We must have your doublet and hose plucked
over your head, and show the world what the bird
hath done to her own nest. (4.1.214-217)

Celia calls Rosalind out on how abusive she has been toward her own gender. Rosalind (as Ganymede) seems comfortable making these statements that play up stereotypes of women. Is this because she knows all these stereotypes are untrue, or because she really believes that women are as silly as Ganymede has made them out to be? You decide.

CELIA
Didst thou hear these verses?
ROSALIND
O, yes, I heard them all, and more too, for
some of them had in them more feet than the verses
would bear.
CELIA
That's no matter: the feet might bear the verses.
ROSALIND
Ay, but the feet were lame and could not
bear themselves without the verse and therefore
stood lamely in the verse. (3.2.166-173)

When Celia and Rosalind talk about Orlando's poetry, it sounds as if they're talking about a "lame" show pony that's been prancing around on injured feet at the Rose Parade. What's up with that? Well, the joke is that Orlando doesn't have a very good ear for meter (a poem's rhythm). Since the most basic unit of rhythm in a poem is referred to as a "foot," it's easy for Ros and Celia to compare the lousy rhythm of Orlando's "verses" to a creature that hobbles around on lame feet.

Shakespeare the poet/playwright just can't resist cracking these kinds of jokes. You want an example? Fine. In Sonnet 89, the speaker of the poem says to his young friend "Speak of my lameness, and I straight will halt," which can be read as "If you bag on the lame/limp meter of my poetry, I'll stop writing poems to you."

Celia (Aliena)

Quote 6

CELIA
Something that hath a reference to my state:
No longer Celia, but Aliena. (1.3.134-135)
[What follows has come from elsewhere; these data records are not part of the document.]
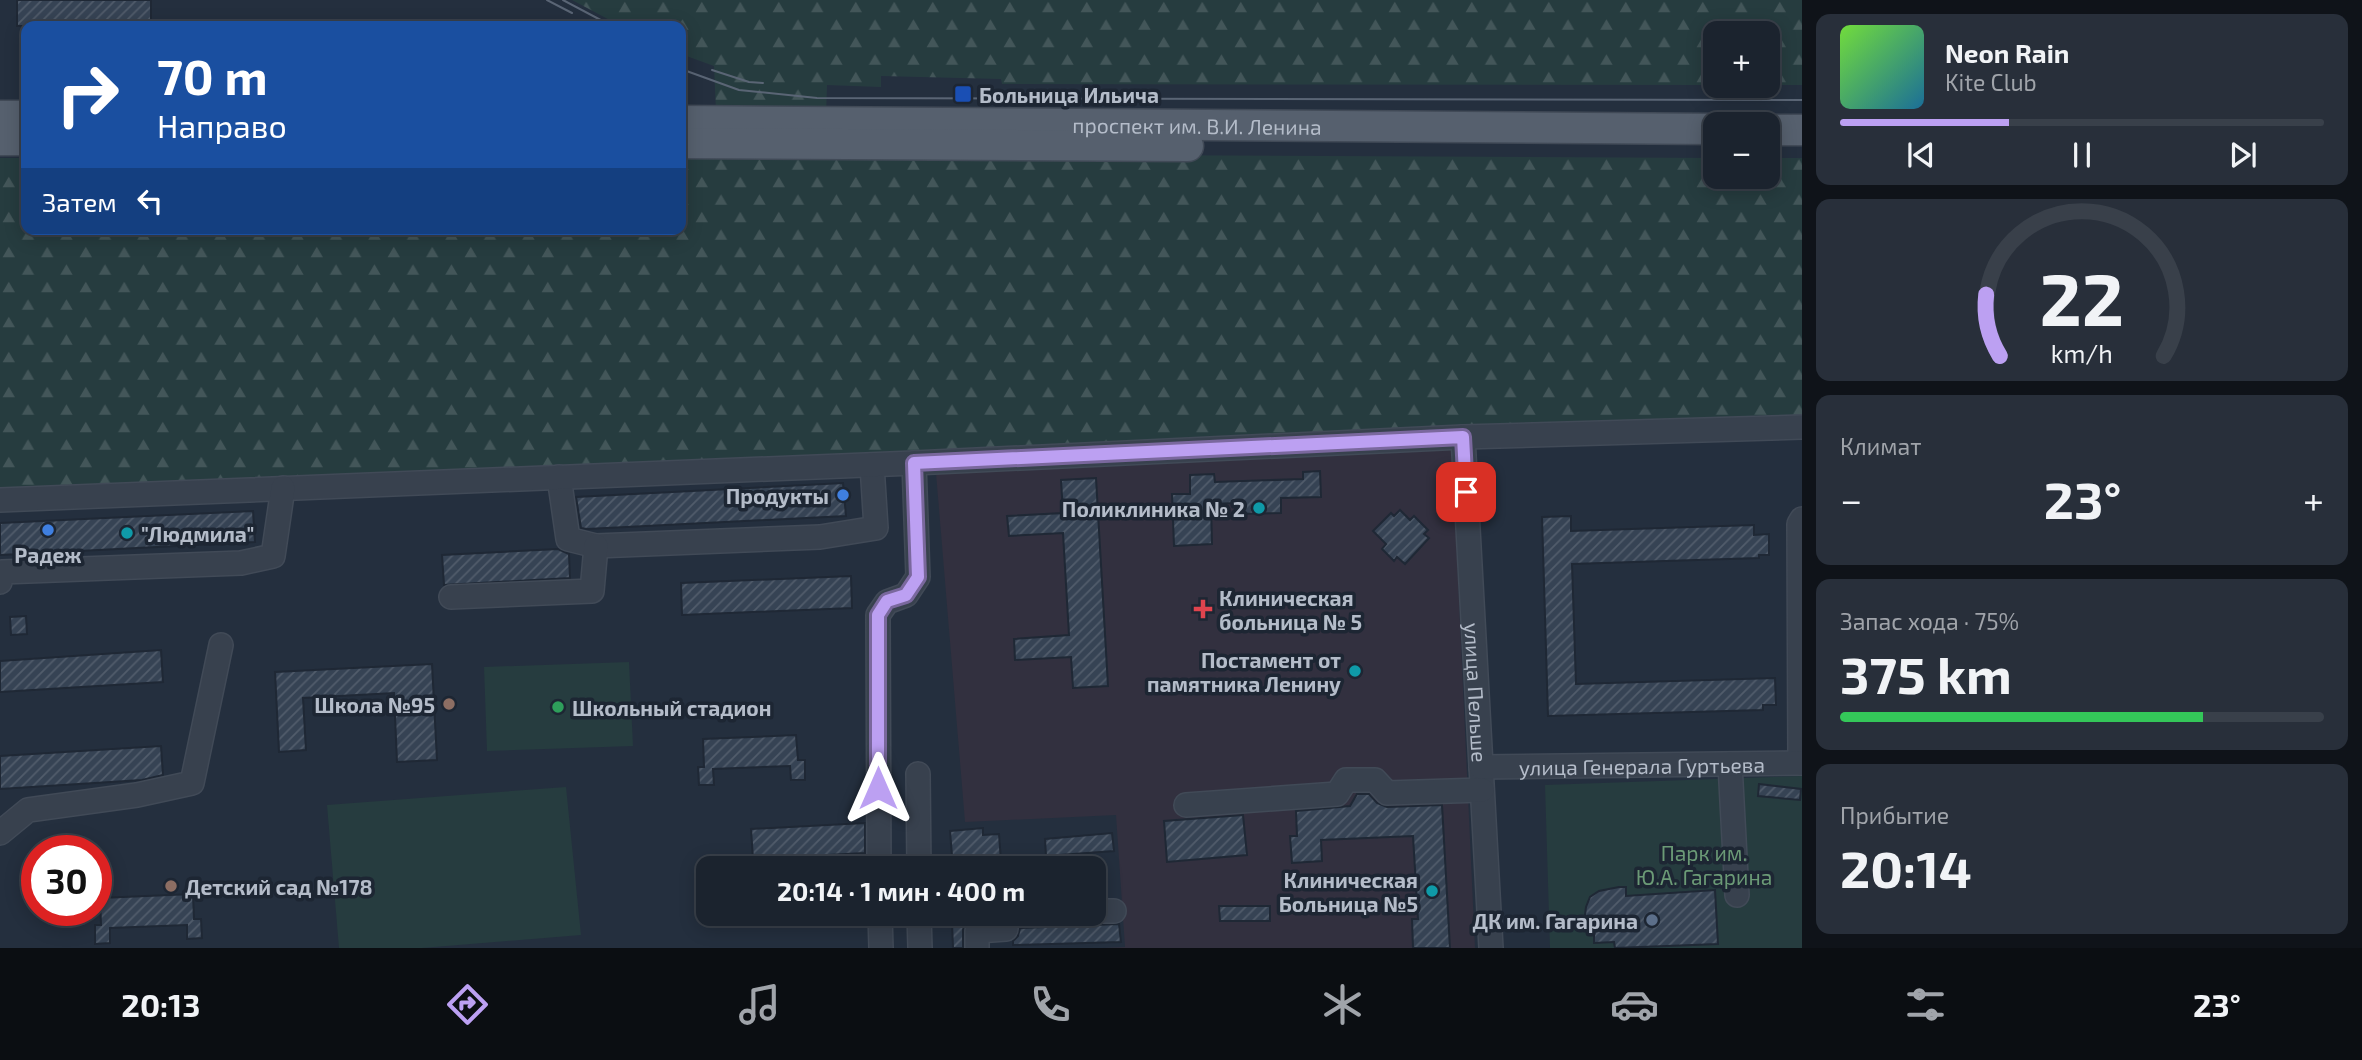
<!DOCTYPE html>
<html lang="ru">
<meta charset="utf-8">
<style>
body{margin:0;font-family:"Exo 2",sans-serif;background:#282f3a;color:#f1f3f6;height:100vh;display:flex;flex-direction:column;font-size:26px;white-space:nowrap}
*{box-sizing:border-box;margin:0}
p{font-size:23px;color:#a0a4aa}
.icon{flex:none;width:38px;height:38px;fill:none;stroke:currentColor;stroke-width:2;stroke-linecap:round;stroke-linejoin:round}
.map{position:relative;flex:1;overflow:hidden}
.side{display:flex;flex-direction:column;gap:14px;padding:14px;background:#0f1319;width:560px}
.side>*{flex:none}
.top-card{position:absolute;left:21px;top:21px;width:665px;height:214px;border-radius:14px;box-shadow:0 4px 18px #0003,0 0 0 2px #39404a;background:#1a4fa0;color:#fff;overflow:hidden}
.tools{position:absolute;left:1703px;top:21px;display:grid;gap:14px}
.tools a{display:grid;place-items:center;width:77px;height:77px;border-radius:14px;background:#1b232e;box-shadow:0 4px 18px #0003,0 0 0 2px #39404a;font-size:35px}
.speed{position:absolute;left:21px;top:835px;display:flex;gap:14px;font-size:35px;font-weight:700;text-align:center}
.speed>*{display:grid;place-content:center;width:91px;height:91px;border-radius:50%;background:#1b232e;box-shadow:0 4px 18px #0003,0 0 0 2px #39404a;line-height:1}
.speed .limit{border:10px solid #d22;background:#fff;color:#111}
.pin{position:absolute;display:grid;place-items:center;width:60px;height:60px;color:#fff;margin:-30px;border-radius:14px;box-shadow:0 4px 10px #0006}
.me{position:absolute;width:77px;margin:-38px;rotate:0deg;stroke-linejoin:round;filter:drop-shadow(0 0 5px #0008)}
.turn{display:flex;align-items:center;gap:24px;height:147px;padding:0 21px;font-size:32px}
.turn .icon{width:91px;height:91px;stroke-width:2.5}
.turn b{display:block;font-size:49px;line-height:60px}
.then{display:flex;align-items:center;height:66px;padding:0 21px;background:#0003;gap:14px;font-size:26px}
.big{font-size:52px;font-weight:700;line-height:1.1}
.side .widget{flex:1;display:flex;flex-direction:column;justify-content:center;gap:10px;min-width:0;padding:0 24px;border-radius:14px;background:#282f3a}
.side .dial{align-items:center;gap:0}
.dial svg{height:182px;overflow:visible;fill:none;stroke:#39404a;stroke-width:7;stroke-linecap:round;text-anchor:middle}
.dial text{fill:#f1f3f6;stroke:none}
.song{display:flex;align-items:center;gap:21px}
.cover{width:84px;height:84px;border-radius:10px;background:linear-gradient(135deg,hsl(100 70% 55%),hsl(200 70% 35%))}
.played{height:7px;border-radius:4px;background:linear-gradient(90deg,#bca0f2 35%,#39404a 35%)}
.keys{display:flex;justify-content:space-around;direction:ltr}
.heat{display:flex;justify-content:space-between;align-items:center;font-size:38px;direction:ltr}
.charge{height:10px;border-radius:5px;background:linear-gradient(90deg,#34c759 75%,#39404a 0)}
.trip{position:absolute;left:696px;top:856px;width:410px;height:70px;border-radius:14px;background:#1b232e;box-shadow:0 4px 18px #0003,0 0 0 2px #39404a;font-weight:700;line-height:70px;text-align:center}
.tab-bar{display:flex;height:112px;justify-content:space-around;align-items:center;background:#0b0e12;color:#a0a4aa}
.tab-bar .icon{width:49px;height:49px}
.tab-bar .selected{color:#bca0f2}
.tab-bar b{font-size:32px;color:#f1f3f6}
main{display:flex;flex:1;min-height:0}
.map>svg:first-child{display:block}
.medical{fill:#32303f}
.forest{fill:url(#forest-firs)}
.green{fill:#263c3f}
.building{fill:url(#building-hatch);stroke:#1f2835;stroke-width:2}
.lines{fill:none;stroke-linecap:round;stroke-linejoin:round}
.minor-casing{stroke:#414a57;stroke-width:26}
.major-casing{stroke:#414a57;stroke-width:33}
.minor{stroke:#38414e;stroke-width:23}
.major{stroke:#56606e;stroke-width:30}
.tram{stroke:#5a6575;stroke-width:2}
.route-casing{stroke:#7a689d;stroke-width:18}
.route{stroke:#bca0f2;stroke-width:12}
.transit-dot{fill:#1a4fb4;stroke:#1d2633;stroke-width:2.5}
.shop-dot{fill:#3f7fe0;stroke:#1d2633;stroke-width:2.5}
.culture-dot{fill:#0f9aa8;stroke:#1d2633;stroke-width:2.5}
.health-dot{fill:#e0444e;stroke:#1d2633;stroke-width:2.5}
.education-dot{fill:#8d6e63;stroke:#1d2633;stroke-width:2.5}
.leisure-dot{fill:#2e9e5b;stroke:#1d2633;stroke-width:2.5}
.service-dot{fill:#5c6f8a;stroke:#1d2633;stroke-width:2.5}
.labels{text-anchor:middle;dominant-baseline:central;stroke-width:7;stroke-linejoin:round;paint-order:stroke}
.poi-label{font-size:21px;font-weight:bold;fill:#b4bcc9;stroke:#1d2633;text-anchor:end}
.street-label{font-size:21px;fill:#b4bcc9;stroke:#1d2633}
.park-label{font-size:21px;fill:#6b9a76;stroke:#1d2633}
</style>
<main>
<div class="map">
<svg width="1802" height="948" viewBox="0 0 1802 948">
<defs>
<pattern id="forest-firs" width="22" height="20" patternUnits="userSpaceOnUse" patternTransform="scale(1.75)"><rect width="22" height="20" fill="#263c3f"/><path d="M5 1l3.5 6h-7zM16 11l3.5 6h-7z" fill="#435659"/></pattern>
<pattern id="building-hatch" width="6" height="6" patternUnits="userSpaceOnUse" patternTransform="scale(1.75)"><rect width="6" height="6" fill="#364354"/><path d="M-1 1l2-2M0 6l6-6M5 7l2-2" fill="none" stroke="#515c6b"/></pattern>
</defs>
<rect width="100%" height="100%" fill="#242f3e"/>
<path class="medical" d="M 1452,449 L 1475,948 L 1103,948 L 1125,947 L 1116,815 L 965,822 L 936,473 Z"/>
<path class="forest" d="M 572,0 L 1802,0 L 1802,85 L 1768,85 L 1768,33 L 1715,33 L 1715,85 L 1002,84 L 1001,79 L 881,76 L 881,87 L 827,85 L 826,114 L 716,111 L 714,66 L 681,54 L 681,26 L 621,26 Z
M 681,153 L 1715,158 L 1715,177 L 1768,177 L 1768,158 L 1802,158 L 1802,419 L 0,493 L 0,158 L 26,158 L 26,229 L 681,229 Z"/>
<path class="green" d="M 629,662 L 633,746 L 487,751 L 484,667 Z
M 1802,776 L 1802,948 L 1550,948 L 1545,785 Z
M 566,787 L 581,935 L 422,948 L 339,948 L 327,805 Z"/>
<path class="building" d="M 17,0 L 151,0 L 151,26 L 17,26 Z
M 1320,471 L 1321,497 L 1281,498 L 1281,513 L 1236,514 L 1236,503 L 1211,504 L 1212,544 L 1174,546 L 1172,494 L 1190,494 L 1190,475 L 1214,474 L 1215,482 L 1303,479 L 1303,472 Z
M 1096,478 L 1108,686 L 1073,688 L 1071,657 L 1015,660 L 1014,639 L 1069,635 L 1063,533 L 1009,536 L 1007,516 L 1063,513 L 1061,480 Z
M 843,483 L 846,516 L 587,529 L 581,528 L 576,497 Z
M 1400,510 L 1410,520 L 1414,516 L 1428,530 L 1424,534 L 1429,538 L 1405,564 L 1397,557 L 1394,561 L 1382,549 L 1386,544 L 1373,531 L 1391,513 L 1394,516 Z
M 253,511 L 255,542 L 0,555 L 0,523 Z
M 1571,516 L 1571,531 L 1754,525 L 1754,535 L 1769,534 L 1769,555 L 1759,555 L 1759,558 L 1572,564 L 1576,684 L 1775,678 L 1776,705 L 1763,705 L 1763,710 L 1548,716 L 1542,517 Z
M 558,549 L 569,554 L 570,578 L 444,585 L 442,555 Z
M 851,576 L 852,608 L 682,615 L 681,583 Z
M 26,616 L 27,634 L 11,635 L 10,617 Z
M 161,650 L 163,682 L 0,692 L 0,661 Z
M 432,664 L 437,760 L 397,762 L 394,693 L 303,698 L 306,750 L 279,752 L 275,672 Z
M 796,735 L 798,760 L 805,760 L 805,780 L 791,780 L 790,766 L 713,769 L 714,785 L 699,785 L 698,767 L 704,767 L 703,739 Z
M 161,746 L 163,775 L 142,780 L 0,789 L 0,756 Z
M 1759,784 L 1801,789 L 1800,800 L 1758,796 Z
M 1357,794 L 1369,794 L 1377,803 L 1387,807 L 1442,805 L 1450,948 L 1413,948 L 1412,919 L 1418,919 L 1413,836 L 1321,840 L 1322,861 L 1292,863 L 1290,836 L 1297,836 L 1296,811 L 1350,806 Z
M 1243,815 L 1247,855 L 1167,862 L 1164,821 Z
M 865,823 L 865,853 L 753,859 L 751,829 Z
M 983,828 L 983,835 L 999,834 L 1001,861 L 985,862 L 985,868 L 953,868 L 950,831 Z
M 1112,833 L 1114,851 L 1046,856 L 1045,839 Z
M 1619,887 L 1626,887 L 1626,896 L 1715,890 L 1718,944 L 1615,948 L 1614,942 L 1594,943 L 1594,931 L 1585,915 L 1586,907 L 1590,897 L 1599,891 Z
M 193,894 L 194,919 L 201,919 L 202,938 L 187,939 L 187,925 L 110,928 L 110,943 L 95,944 L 95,925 L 101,925 L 100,898 Z
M 1219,906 L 1270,906 L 1270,921 L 1220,921 Z
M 966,922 L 963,930 L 963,948 L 953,948 L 952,923 Z
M 1119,924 L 1121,942 L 1013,945 L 1013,941 L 1018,936 L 1020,928 Z"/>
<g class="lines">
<defs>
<g id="minor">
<path id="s1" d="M 1463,437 L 1491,948"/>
<path d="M 559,477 L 568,539 L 596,546 L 820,537 L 876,528 L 872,465"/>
<path d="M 0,500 L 914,463 L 1463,437 L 1802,427"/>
<path d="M 0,582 L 2,572 L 241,563 L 273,556 L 283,488"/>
<path d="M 451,597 L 592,591 L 596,546"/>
<path d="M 1800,763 L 1799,524 L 1802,519"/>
<path d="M 1730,764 L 1737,895"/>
<path id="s2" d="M 1481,767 L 1802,763"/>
<path d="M 918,774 L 919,868"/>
<path d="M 1186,805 L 1337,794 L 1346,780 L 1375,780 L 1387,793 L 1482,790"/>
<path d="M 0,833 L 28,810 L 137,795 L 192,783 L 221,645"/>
<path d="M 879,868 L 878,615 L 887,602 L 906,595 L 918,577 L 914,463"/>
<path d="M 1094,911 L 1114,911"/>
<path d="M 880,914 L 881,948"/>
<path d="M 919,914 L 920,948"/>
<path d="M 977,948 L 977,931 L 1006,929 L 1005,914 L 1028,914"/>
</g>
<g id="major">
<path d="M 0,116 L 26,116"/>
<path id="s3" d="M 681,121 L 1715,129"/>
<path d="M 1768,130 L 1802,130"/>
<path d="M 0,140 L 26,140"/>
<path d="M 681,143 L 1188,146"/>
</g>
</defs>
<use href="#minor" class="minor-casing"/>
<use href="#major" class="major-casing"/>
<use href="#minor" class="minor"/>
<use href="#major" class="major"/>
<path class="tram" d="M 547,0 L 572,13
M 563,0 L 612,26
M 681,69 L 739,90 L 817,98 L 1802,100
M 712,70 L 749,82 L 763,83"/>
</g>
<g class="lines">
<defs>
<path id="route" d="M 878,788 L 878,615 L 887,601 L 906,595 L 918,577 L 914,463 L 1463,437 L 1466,492"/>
</defs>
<use href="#route" class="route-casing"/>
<use href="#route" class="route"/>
</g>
<rect class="transit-dot" x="954" y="85" width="18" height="18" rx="3.5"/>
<g class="shop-dot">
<circle cx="843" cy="495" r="7"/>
<circle cx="48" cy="530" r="7"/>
</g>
<g class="culture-dot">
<circle cx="1259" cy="508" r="7"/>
<circle cx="127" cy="533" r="7"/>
<circle cx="1355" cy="671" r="7"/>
<circle cx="1432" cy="891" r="7"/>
</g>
<path class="health-dot" d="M1199.5 598.5h7v7h7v7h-7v7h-7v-7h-7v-7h7z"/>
<g class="education-dot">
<circle cx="449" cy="704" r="7"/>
<circle cx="171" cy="886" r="7"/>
</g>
<circle class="leisure-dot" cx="558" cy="707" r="7"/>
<circle class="service-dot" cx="1652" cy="920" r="7"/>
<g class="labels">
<g class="poi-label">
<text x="979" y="94" text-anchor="start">Больница Ильича</text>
<text x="829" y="495">Продукты</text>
<text x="1245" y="508">Поликлиника № 2</text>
<text x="141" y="533" text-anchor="start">"Людмила"</text>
<text x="48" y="554" text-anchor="middle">Радеж</text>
<text x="1219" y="597" text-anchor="start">Клиническая<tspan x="1219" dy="24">больница № 5</tspan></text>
<text x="1341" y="659">Постамент от<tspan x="1341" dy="24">памятника Ленину</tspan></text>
<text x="435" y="704">Школа №95</text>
<text x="572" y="707" text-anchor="start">Школьный стадион</text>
<text x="1418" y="879">Клиническая<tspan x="1418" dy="24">Больница №5</tspan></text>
<text x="185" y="886" text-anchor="start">Детский сад №178</text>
<text x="1638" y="920">ДК им. Гагарина</text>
</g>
<g class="street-label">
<text stroke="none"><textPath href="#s3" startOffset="516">проспект им. В.И. Ленина</textPath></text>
<text stroke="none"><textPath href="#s1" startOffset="256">улица Пельше</textPath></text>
<text stroke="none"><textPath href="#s2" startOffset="161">улица Генерала Гуртьева</textPath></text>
</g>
<g class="park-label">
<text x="1704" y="852">Парк им.<tspan x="1704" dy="24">Ю.А. Гагарина</tspan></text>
</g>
</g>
</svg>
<div class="tools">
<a>+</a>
<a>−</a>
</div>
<div class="speed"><div class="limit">30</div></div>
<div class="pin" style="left:1466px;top:492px;background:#d93025"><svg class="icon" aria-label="arrive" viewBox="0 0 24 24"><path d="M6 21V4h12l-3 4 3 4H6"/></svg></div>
<svg class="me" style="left:878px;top:788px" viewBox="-20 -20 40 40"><path d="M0-17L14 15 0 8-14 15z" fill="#bca0f2" stroke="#fff" stroke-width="4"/></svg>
<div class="trip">20:14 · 1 мин · 400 m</div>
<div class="top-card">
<div class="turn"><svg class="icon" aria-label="right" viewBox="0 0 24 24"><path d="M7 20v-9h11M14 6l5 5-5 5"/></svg><div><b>70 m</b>Направо</div></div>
<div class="then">Затем<svg class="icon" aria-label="left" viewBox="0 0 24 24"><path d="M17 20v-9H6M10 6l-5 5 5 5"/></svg></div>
</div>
</div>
<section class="side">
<div class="widget">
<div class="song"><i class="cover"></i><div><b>Neon Rain</b><p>Kite Club</p></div></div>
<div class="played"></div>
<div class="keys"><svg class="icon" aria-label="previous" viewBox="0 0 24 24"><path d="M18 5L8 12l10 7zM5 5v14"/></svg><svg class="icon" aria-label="pause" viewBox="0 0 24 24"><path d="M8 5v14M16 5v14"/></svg><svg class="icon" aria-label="next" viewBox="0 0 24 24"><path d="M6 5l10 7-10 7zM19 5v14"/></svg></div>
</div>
<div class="widget dial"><svg viewBox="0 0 100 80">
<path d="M14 69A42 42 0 1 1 86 69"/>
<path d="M14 69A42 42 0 0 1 8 42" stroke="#bca0f2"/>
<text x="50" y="56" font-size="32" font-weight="700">22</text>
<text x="50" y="72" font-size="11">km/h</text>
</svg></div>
<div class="widget"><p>Климат</p>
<div class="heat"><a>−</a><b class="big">23°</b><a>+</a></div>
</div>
<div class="widget"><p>Запас хода · 75%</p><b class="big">375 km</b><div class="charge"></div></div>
<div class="widget"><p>Прибытие</p><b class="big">20:14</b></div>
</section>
</main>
<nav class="tab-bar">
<b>20:13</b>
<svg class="icon selected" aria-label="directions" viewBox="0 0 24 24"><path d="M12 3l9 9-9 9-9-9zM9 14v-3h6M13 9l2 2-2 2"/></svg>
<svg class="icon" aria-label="music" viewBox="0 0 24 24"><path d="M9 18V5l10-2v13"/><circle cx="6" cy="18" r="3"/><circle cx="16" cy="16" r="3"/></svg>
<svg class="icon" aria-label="phone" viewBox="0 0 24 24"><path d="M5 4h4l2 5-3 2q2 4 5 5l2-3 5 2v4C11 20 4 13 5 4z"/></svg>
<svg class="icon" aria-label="climate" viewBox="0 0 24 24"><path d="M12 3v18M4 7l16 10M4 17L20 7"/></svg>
<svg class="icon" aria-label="car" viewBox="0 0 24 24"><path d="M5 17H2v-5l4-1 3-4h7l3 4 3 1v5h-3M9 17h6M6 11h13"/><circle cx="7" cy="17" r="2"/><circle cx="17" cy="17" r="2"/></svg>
<svg class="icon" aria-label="filters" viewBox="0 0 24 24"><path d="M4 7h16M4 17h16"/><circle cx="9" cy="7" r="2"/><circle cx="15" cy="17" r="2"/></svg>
<b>23°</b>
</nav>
Both of Rosalind's transformations are made out of need—she needs to leave the comfort of the court, and she must dress as a man to protect Celia and herself on their travels to Arden. Celia's transformation, by contrast, is entirely of her own choosing. She chooses to be alienated from her home, and later claims that she goes not to banishment, but liberation. It is clear Celia does not take this as seriously as Rosalind.